In the introduction to the book the authors say “Wellbeing is about the combination of our love for what we do each day, the quality of our relationships, the security of our finances, the vibrancy of our physical health, and the pride we take in what we have contributed to our communities.”

For today’s post I am going to go into more detail about Financial Wellbeing.

Financial Wellbeing is about effectively managing your economic life. The authors note that it is difficult to be happy in any area of life if you cannot meet your basic needs (remember Maslow’s Hierarchy of Needs?), but that the amount of money we have, beyond a certain point, has less of an impact on our overall wellbeing than the concepts of “financial security” and effectively managing our finances.

“People with high Financial Wellbeing manage their personal finances well and spend their money wisely. They buy experiences instead of just material possessions, and they give to others instead of always spending on themselves. At a basic level, they are satisfied with their overall standard of living.” (Rath & Harter, 2010, p 154).

There are several important concepts in that statement. People with high Financial Wellbeing:

  • Manage their personal finances well
  • Spend their money wisely
  • Buy experiences instead of just material possessions
  • Give to others
  • Are satisfied with their overall standard of living

Let’s discuss a few of those concepts.

Give to Others

The authors cite three studies that show that spending money on yourself may temporarily make you feel good, but after time that good feeling fades.
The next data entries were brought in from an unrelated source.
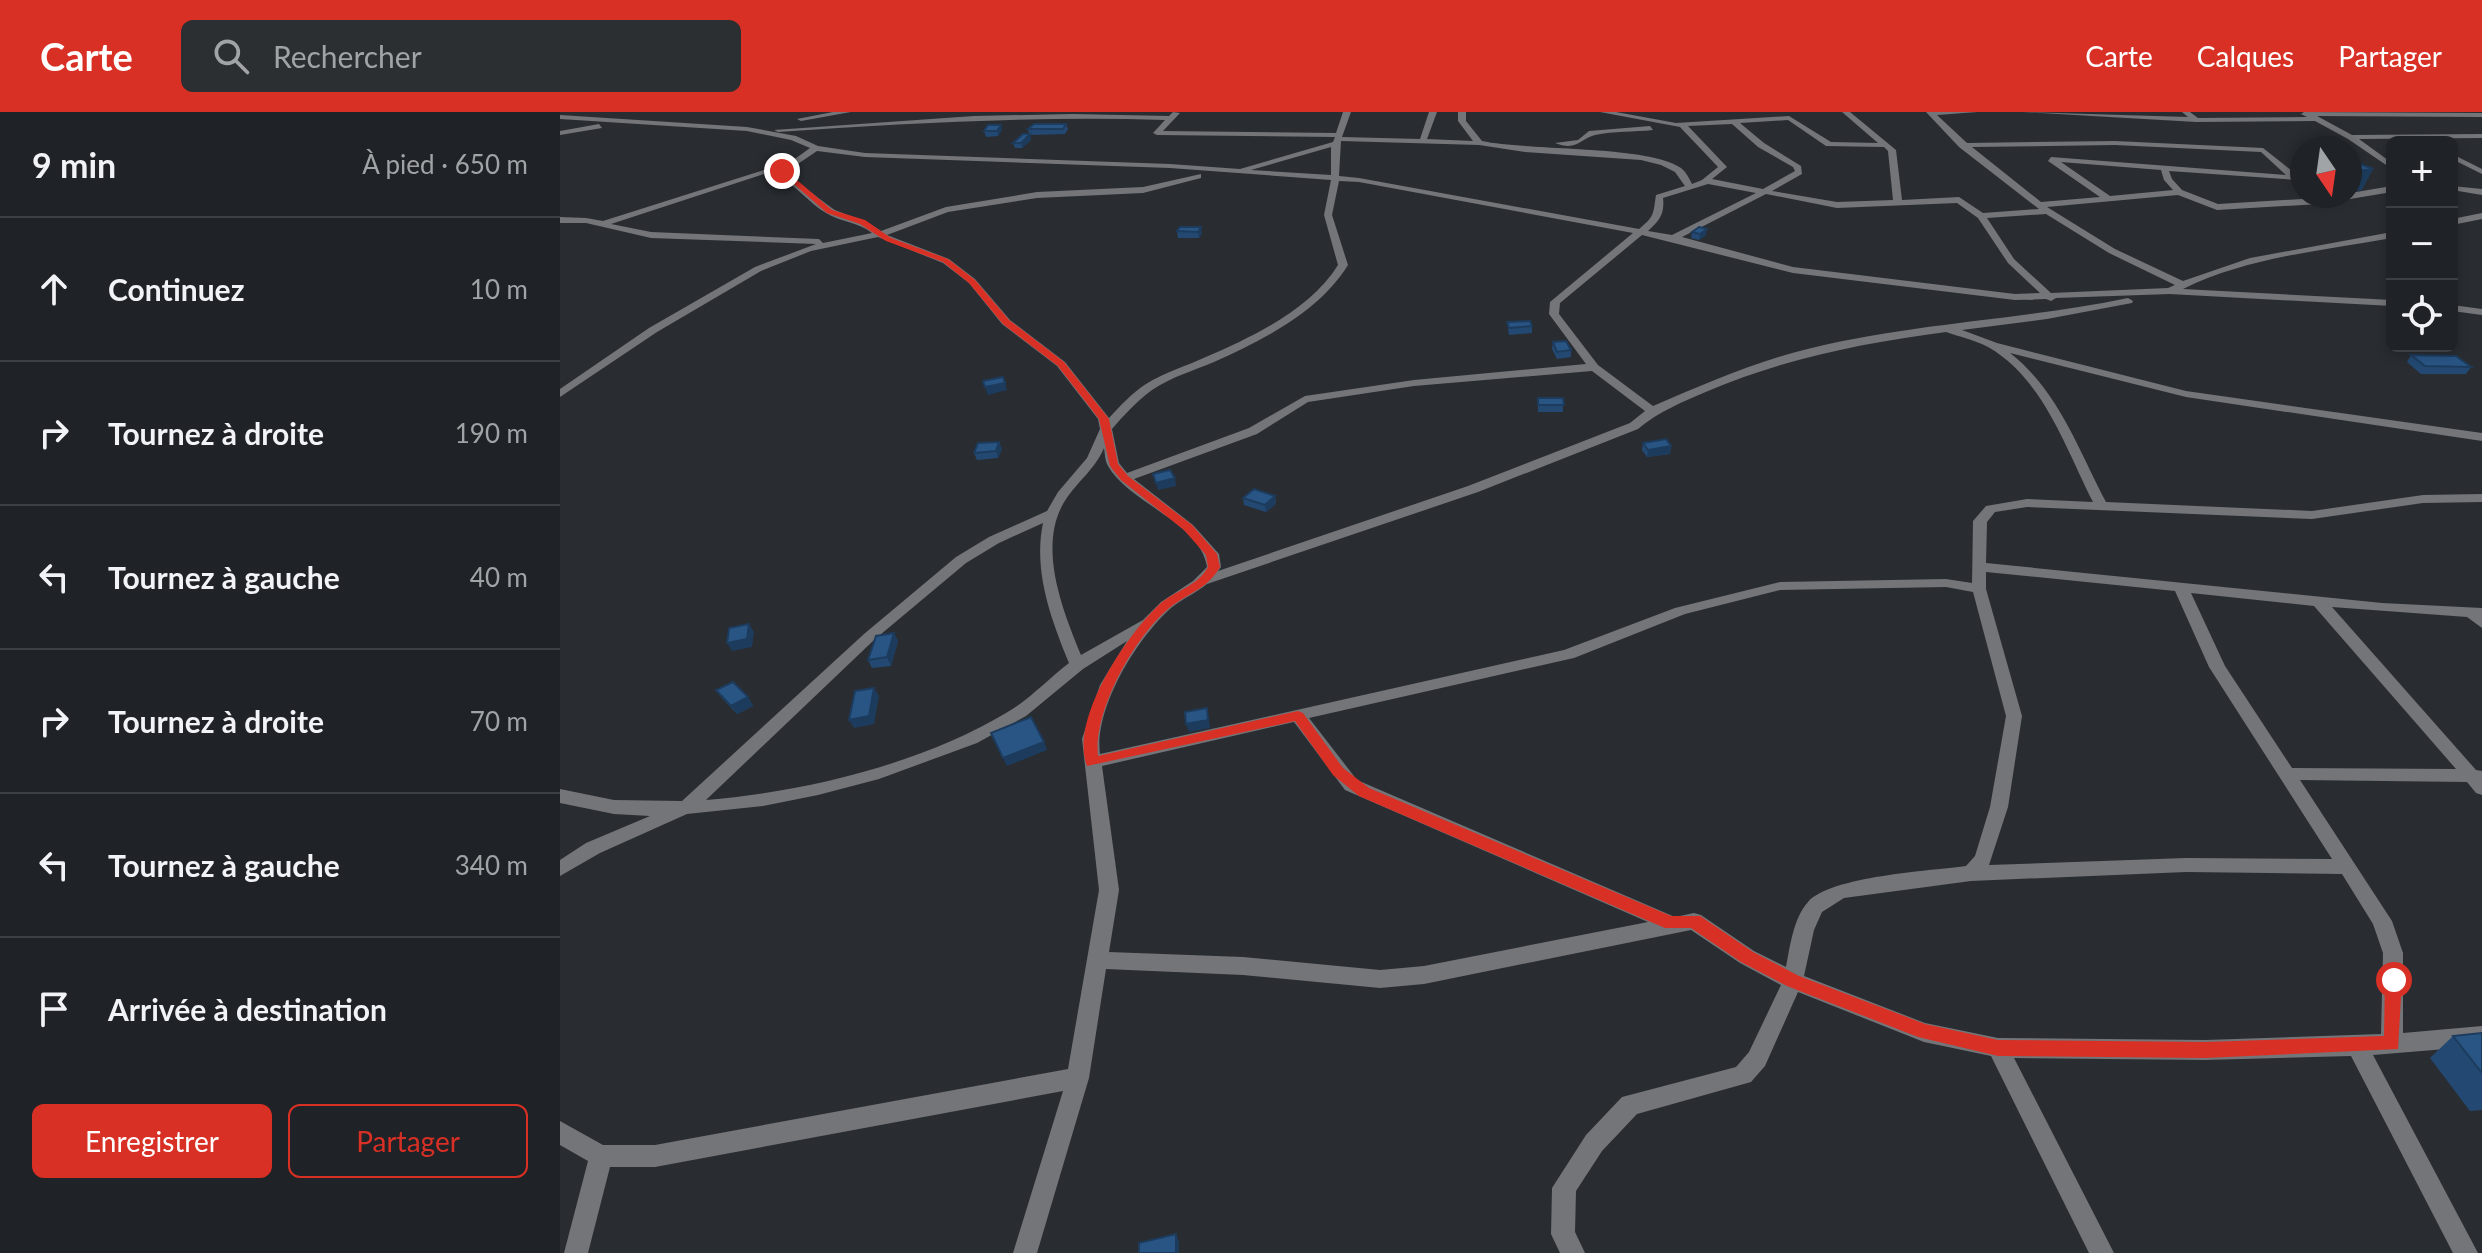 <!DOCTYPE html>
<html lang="fr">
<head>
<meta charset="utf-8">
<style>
	body { margin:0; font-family:Lato,sans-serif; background:#2c2f32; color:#f1f3f6 }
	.controls { position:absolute; right:24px; top:24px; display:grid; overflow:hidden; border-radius:12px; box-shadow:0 4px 12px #0003 }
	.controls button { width:72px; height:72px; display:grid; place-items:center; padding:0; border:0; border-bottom:2px solid #3c3f43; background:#1f2226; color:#f1f3f6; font:40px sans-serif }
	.compass { position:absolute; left:1730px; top:24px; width:72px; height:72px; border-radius:50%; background:#1f2226; box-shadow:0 4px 12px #0003; rotate:167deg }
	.stop { position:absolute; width:24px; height:24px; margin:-18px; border:6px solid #d93025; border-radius:50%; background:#fff }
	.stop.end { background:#d93025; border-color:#fff; box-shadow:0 2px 8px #0008 }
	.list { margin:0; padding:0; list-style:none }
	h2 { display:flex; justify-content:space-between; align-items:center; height:104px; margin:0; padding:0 32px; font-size:34px }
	h2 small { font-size:26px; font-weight:400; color:#a1a4a7 }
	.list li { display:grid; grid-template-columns:52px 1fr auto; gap:24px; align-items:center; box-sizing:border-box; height:144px; padding:0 32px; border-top:2px solid #3c3f43 }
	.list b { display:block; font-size:30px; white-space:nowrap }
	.list em { font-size:26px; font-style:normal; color:#a1a4a7 }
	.actions { display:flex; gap:16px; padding:24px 32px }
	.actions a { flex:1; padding:18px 0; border:2px solid #d93025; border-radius:12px; text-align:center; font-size:28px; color:#d93025 }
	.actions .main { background:#d93025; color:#fff }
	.icon { flex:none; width:44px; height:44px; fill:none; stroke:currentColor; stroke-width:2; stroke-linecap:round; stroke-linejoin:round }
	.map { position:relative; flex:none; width:1922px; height:1141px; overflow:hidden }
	header { display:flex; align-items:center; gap:48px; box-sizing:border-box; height:112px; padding:0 40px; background:#d93025; color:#fff }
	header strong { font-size:38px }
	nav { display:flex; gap:44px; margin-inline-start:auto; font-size:28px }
	.search { width:560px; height:72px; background:#2c2f32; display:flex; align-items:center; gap:20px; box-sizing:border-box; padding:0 28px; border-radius:12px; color:#a1a4a7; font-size:30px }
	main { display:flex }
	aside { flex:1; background:#1f2226 }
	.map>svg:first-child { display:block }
</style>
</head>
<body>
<header>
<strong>Carte</strong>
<div class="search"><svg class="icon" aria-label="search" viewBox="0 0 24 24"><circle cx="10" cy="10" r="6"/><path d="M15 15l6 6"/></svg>Rechercher</div>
<nav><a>Carte</a><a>Calques</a><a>Partager</a></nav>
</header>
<main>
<aside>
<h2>9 min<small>À pied · 650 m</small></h2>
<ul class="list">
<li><svg class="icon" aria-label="ahead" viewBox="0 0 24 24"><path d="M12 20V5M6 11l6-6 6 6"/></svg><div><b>Continuez</b></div><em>10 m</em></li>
<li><svg class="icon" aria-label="right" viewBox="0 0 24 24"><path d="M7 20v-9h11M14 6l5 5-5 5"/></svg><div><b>Tournez à droite</b></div><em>190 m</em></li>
<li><svg class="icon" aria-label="left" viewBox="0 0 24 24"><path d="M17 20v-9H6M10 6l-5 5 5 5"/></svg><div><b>Tournez à gauche</b></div><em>40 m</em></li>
<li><svg class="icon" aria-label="right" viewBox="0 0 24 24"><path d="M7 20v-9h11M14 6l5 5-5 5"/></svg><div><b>Tournez à droite</b></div><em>70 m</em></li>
<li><svg class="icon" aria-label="left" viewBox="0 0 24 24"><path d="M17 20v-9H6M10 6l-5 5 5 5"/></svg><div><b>Tournez à gauche</b></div><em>340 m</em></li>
<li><svg class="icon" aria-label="arrive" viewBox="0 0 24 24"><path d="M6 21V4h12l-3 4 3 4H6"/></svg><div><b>Arrivée à destination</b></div></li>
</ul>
<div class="actions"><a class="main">Enregistrer</a><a>Partager</a></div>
</aside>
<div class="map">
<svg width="1922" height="1141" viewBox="0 0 1922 1141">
	<rect width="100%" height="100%" fill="#292d32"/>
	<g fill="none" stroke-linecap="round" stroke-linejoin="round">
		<g fill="#737578" fill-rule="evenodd">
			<polygon points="273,0 291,0 241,9 237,7"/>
			<path d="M 613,0 L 620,1 L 603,19 L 776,21 L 783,0 L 791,0 L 782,25 L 860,27 L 869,0 L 877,0 L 867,27 L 913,29 L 898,9 L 898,0 L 906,0 L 906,9 L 922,29 C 968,39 1089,33 1121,56 C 1126,60 1129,66 1132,72 L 1142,68 L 1158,55 L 1120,15 L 1040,0 L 1056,0 L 1116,11 L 1229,4 L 1271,30 L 1318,31 L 1282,0 L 1290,0 L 1336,38 L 1342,88 L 1399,85 L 1423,101 L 1479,97 L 1399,35 L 1366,0 L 1418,0 L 1377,3 L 1407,31 L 1555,29 L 1703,36 L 1741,66 L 1737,68 L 1609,59 L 1612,67 L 1622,78 L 1658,92 L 1790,84 L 1790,81 L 1832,74 L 1832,80 L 1760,92 L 1657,98 L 1618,83 L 1487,95 L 1555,137 L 1623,169 L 1690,146 L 1832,120 L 1832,126 C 1761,139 1688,145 1623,177 L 1832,188 L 1832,194 L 1610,182 L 1496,186 L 1491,189 L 1486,187 L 1455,188 L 1233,161 L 1082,123 L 1000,191 L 999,202 L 1038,253 L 1093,294 C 1140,274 1187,253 1236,240 C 1345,211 1458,209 1568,186 L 1573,189 L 1572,191 L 1487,207 L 1402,218 L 1437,231 L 1626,279 L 1922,321 L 1922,329 L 1626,285 L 1450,241 C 1498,278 1519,339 1546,390 L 1752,399 L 1863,383 L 1922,382 L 1922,390 L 1863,391 L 1752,407 L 1467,395 L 1435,400 L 1427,410 L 1426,451 L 1822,491 L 1922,496 L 1922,516 L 1907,505 L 1772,495 L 1916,658 L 1922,659 L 1922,683 L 1916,681 L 1907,670 L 1740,668 L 1832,809 L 1843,841 L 1843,921 L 1922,914 L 1922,934 L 1813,943 L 1918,1141 L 1893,1141 L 1791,944 L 1645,948 L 1454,946 L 1554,1141 L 1529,1141 L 1431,944 L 1364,930 L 1238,880 L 1205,954 L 1191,970 L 1077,1002 L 1042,1039 L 1016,1079 L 1015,1120 L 1025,1141 L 1000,1141 L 991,1122 L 992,1076 L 1026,1023 L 1062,985 L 1176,955 L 1189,940 L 1221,873 L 1180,851 L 1131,818 L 864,872 L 820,876 L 683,863 L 546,857 L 529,966 L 477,1141 L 453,1141 L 503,979 L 95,1055 L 50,1055 L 28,1141 L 4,1141 L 28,1049 L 0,1033 L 0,1009 L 43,1033 L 95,1033 L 508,957 L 539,778 L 522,627 L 540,573 L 567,529 L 523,557 L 466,604 L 417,631 L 319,667 L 258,683 L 203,694 L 127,702 L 40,741 L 0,764 L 0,748 L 26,731 L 90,704 L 54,702 L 0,691 L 0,677 L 54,688 L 122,689 L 304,522 L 396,445 L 429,425 L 487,399 L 498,380 L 527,346 L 540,317 L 538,307 L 497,254 L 442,212 L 409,171 L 383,151 L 318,125 L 251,139 L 201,159 L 97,220 L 0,285 L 0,277 L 89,216 L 195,155 L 256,132 L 91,126 L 26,111 L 0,111 L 0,105 L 26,106 L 43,109 L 232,49 L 250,36 L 231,28 L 187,19 L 0,7 L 0,3 L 187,15 L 236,24 L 258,34 L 305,41 L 610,52 L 680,57 L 773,30 L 775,25 L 597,23 L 593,21 L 605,8 C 476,4 347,11 218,20 L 214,18 L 414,4 L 512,2 L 609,4 ZM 1228,8 L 1266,34 L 1324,35 L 1328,39 L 1333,88 L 1277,90 L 1212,79 L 1242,62 L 1241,54 L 1204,31 L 1180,11 ZM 1172,12 L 1198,35 L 1233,55 L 1235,59 L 1203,77 L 1152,67 L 1167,55 L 1128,14 ZM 781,29 L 919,33 L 965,40 L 1081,48 L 1101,53 L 1115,60 L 1125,74 L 1096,83 C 1093,102 1095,104 1079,117 L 799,66 L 779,64 ZM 1555,33 L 1701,40 L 1726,63 L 1491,45 L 1488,49 L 1540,85 L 1481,90 L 1412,35 ZM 771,35 L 771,63 L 691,58 ZM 257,39 L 305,45 L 610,56 L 771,68 L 764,103 L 778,153 C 751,197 694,224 648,244 C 627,254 605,260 586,272 C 572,281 560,294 549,306 L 505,250 L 450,208 L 415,167 L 389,147 L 327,123 L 388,100 L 477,86 L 583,81 L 641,66 L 641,62 L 583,75 L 477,80 L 386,95 L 321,119 C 306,108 292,105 275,98 C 271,96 230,64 226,60 ZM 1501,50 L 1601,58 L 1604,68 L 1613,78 L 1550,84 ZM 219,57 L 221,66 C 238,75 250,92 266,101 C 281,110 298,110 312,121 L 263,131 L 259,127 L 91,120 L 51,112 ZM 779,69 L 799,70 L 1073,121 L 990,190 L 989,202 L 1026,252 L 854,268 L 745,284 L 689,316 L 567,361 L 559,351 L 552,317 C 564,303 577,289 592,278 C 611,265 633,259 654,250 C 703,228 759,200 788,153 L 772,103 ZM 1148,72 L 1196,81 L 1112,123 L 1088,119 C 1099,109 1105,102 1103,86 ZM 1206,82 L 1277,96 L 1397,91 L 1418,106 L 1448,151 L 1480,181 L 1455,182 L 1233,155 L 1122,125 ZM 1486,102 L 1549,141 L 1615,173 L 1608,176 L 1491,181 L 1454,147 L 1427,106 ZM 1386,220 C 1400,225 1415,228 1428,235 C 1483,266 1506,337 1533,390 L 1467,387 L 1426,394 L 1413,409 L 1412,471 L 1386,467 L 1220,470 L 1115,496 L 1004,538 L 540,642 C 534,596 577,526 611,496 C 622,487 636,481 647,472 L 918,380 L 1078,317 C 1099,299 1123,290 1148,279 C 1225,246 1304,231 1386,220 ZM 1032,259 L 1085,299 L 1070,311 L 908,374 L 658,459 L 661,455 L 659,442 L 633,413 L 574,367 L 697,322 L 748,290 L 854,274 ZM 544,336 C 545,342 545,349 548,354 C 569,391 641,411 647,455 L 633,469 L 601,490 L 583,508 L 521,543 C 503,499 478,437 503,392 C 515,371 535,358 544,336 ZM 483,411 C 473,459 491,507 509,551 C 488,567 469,588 446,601 C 361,652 244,680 146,688 L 314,528 L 406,451 L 439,431 ZM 1426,460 L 1615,479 L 1649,555 L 1772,747 L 1626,746 L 1429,753 L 1448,695 L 1462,604 L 1426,477 ZM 1386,475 L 1413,480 L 1446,604 L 1430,695 L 1415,744 L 1406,754 C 1369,759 1271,764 1248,790 C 1233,807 1230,835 1226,855 L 1194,839 L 1141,803 L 1134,801 L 1115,805 L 797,668 L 749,606 L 1014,546 L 1125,502 L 1220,478 ZM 1631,481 L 1754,494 L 1896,657 L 1732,656 L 1665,554 ZM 734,610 L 785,678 L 1088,810 L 864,854 L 820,858 L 683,845 L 549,840 L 559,778 L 542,654 ZM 1626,760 L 1782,762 L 1813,812 L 1823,841 L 1821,922 L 1645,928 L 1438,926 L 1365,911 L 1244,864 L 1254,818 L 1262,800 L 1284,786 L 1411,769 Z"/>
			<polygon points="1463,0 1628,5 1622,0 1630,0 1638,6 1747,5 1741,2 1744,0 1922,1 1922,5 1757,4 1792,23 1922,22 1922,26 1799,27 1832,51 1832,57 1788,27 1755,9 1636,10"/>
			<polygon points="39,12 42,16 0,23 0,19"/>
			<path d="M 1090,14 L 1093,18 C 1074,20 1054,19 1035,23 C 1021,26 1017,40 995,31 L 1018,28 L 1029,19 Z"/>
			<polygon points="1892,42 1922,57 1922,62 1892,47"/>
			<polygon points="1892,74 1922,77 1922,83 1892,78"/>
			<polygon points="1922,101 1922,107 1892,113 1892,107"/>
			<polygon points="1892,193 1922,197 1922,203 1892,199"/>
		</g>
	</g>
	<g fill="#234972">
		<polygon points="506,12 508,17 505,22 470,23 471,28 462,36 455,36 453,31 469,22 468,17"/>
		<polygon points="442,18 438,24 426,25 424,19"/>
		<polygon points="620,115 642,121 639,126 618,126 617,119"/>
		<polygon points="1132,120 1146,123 1139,128 1131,126"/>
		<polygon points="947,210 972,214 972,221 949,223"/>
		<polygon points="993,230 1011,238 1011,245 997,247 992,237"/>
		<polygon points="1851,243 1911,255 1906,262 1861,262 1847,250"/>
		<rect x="978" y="286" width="25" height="14"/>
		<polygon points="439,330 442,337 438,346 417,348 414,341"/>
		<polygon points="1083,331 1111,334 1110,342 1087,345 1082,338"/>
		<polygon points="715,384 716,392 706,400 684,393 683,386"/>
		<polygon points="334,521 338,529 331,554 312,556 308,548"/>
		<polygon points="156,578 188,585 193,594 177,602 162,586"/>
		<polygon points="1922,921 1922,998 1910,999 1870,946 1893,924"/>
	</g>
	<g fill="#1d3c5d">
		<polygon points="441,13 442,18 438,24 437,19"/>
		<polygon points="470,22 471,28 462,36 461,31"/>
		<polygon points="1813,57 1802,78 1790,80 1790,60"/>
		<polygon points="641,115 642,121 639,126 638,120"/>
		<polygon points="1147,117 1146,123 1139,128 1140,122"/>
		<polygon points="445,271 447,278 428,283 425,275"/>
		<polygon points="439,330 442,337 438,346 436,339"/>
		<polygon points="1111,334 1110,342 1087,345 1088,338"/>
		<polygon points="615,366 616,374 598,378 596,371"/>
		<polygon points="715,384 716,392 706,400 705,393"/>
		<polygon points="189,512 194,520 192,535 172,539 167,531"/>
		<polygon points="334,521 338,529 331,554 327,545"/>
		<polygon points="314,576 319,584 314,612 294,616 289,608"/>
		<polygon points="188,585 193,594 177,602 171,594"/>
		<polygon points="647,596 650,616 629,620 626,612"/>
		<polygon points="484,630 487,638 447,654 443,646"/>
		<polygon points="616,1122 619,1129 619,1141 616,1141"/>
	</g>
	<g fill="#295585" stroke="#1d3c5d" stroke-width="2">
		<polygon points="474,12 506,12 503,17 468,17"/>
		<polygon points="428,13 441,13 437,19 424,19"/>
		<polygon points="463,22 470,22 461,31 453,31"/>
		<polygon points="1795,50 1813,57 1790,60 1790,51"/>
		<polygon points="620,115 641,115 638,120 617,119"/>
		<polygon points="1139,115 1147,117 1140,122 1132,120"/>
		<polygon points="970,209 972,214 949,216 947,210"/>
		<polygon points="1006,229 1011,238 997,240 993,230"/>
		<polygon points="1851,243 1896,244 1911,255 1865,254"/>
		<polygon points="443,265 445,271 425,275 423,269"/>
		<polygon points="978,286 1003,286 1004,293 978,293"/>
		<polygon points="1106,327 1111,334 1088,338 1083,331"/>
		<polygon points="439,330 436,339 414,341 418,331"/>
		<polygon points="610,358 615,366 596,371 593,362"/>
		<polygon points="694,377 715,384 705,393 683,386"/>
		<polygon points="189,512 187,527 167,531 169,516"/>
		<polygon points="334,521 327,545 308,548 316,524"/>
		<polygon points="173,570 188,585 171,594 156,578"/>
		<polygon points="314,576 309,604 289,608 295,579"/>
		<polygon points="647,596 648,608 626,612 625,600"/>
		<polygon points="471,605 484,630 443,646 431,621"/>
		<polygon points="1922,921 1922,961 1893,924"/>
		<polygon points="616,1122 616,1141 579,1141 579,1131"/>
	</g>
	<path fill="#d93025" d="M 224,57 L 272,98 L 305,108 L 331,126 L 388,147 L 415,168 L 449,208 L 504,250 L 549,307 L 558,352 L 568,364 L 632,413 L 657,442 L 660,455 C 649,475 631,480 613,493 C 576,521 533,598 538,644 L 738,599 L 743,601 L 783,656 L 809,676 L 1111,804 L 1140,804 L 1193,840 L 1239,864 L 1365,912 L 1438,928 L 1645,930 L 1824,924 L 1825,868 L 1834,861 L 1842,868 L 1838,937 L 1645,946 L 1438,944 L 1358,925 L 1227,874 L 1181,850 L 1131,816 L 1105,816 L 799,684 L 773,663 L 735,609 L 527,654 C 509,608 567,522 600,492 C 616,478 638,474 648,455 L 646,443 L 624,418 L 561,368 L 550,354 L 539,307 L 498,254 L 443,212 L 409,171 L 383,150 L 326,129 L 300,112 L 267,101 L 219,59 Z"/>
</svg>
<div class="controls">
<button>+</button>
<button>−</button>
<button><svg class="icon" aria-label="locate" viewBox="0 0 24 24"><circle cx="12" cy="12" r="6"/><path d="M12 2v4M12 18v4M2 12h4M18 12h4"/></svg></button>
</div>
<svg class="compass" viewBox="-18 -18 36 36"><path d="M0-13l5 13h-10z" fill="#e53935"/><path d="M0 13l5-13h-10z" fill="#a1a4a7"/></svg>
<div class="stop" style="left:1834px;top:868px"></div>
<div class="stop end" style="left:222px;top:59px"></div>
</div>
</main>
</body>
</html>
While spending money on yourself does not boost wellbeing, spending money on others does. When we help others out we feel good, even if it is just a little bit of money. For more detail on this subject, see “Why Giving Matters” (http://blog.ryanhlaw.com/why-giving-matters/).

Buy Experiences

While spending on material goods doesn’t increase wellbeing long-term, spending on experiences does.  Think about some of the material items you purchased over the past year, and then think about some of the experiences you purchased in the last year. Experiences can include trips or something as simple as going out to a nice dinner or going to a movie. Do the material items or experiences give you the most happiness? Most people would agree that experiences give them the most happiness. Things that come to mind for me are date nights with my wife, going to a movie as a family, and taking a trip over Spring Break. With experiences we get to look forward to the event, enjoy the event and have fond memories of it. It is interesting to note that for those that earn less than $25,000 per year experiences and material purchases show similar gains in wellbeing, but after $25,000 experiences provide two to three times the levels of wellbeing when compared to material purchases.

Manage Personal Finances Well

This concept brings us back to many of the things I have covered in this blog; budgeting, protecting yourself from identity theft, having a basic estate plan in place, saving for emergencies, investing for the future, etc. The authors also suggest you establish default systems, such as direct deposit, automatic deduction for investments and enrolling in your 401(k) at work so savings is automatic.

 

It is important to remember that all areas of Wellbeing (career, financial, physical, social, and community) work together. You can’t just focus on one area and ignore the others.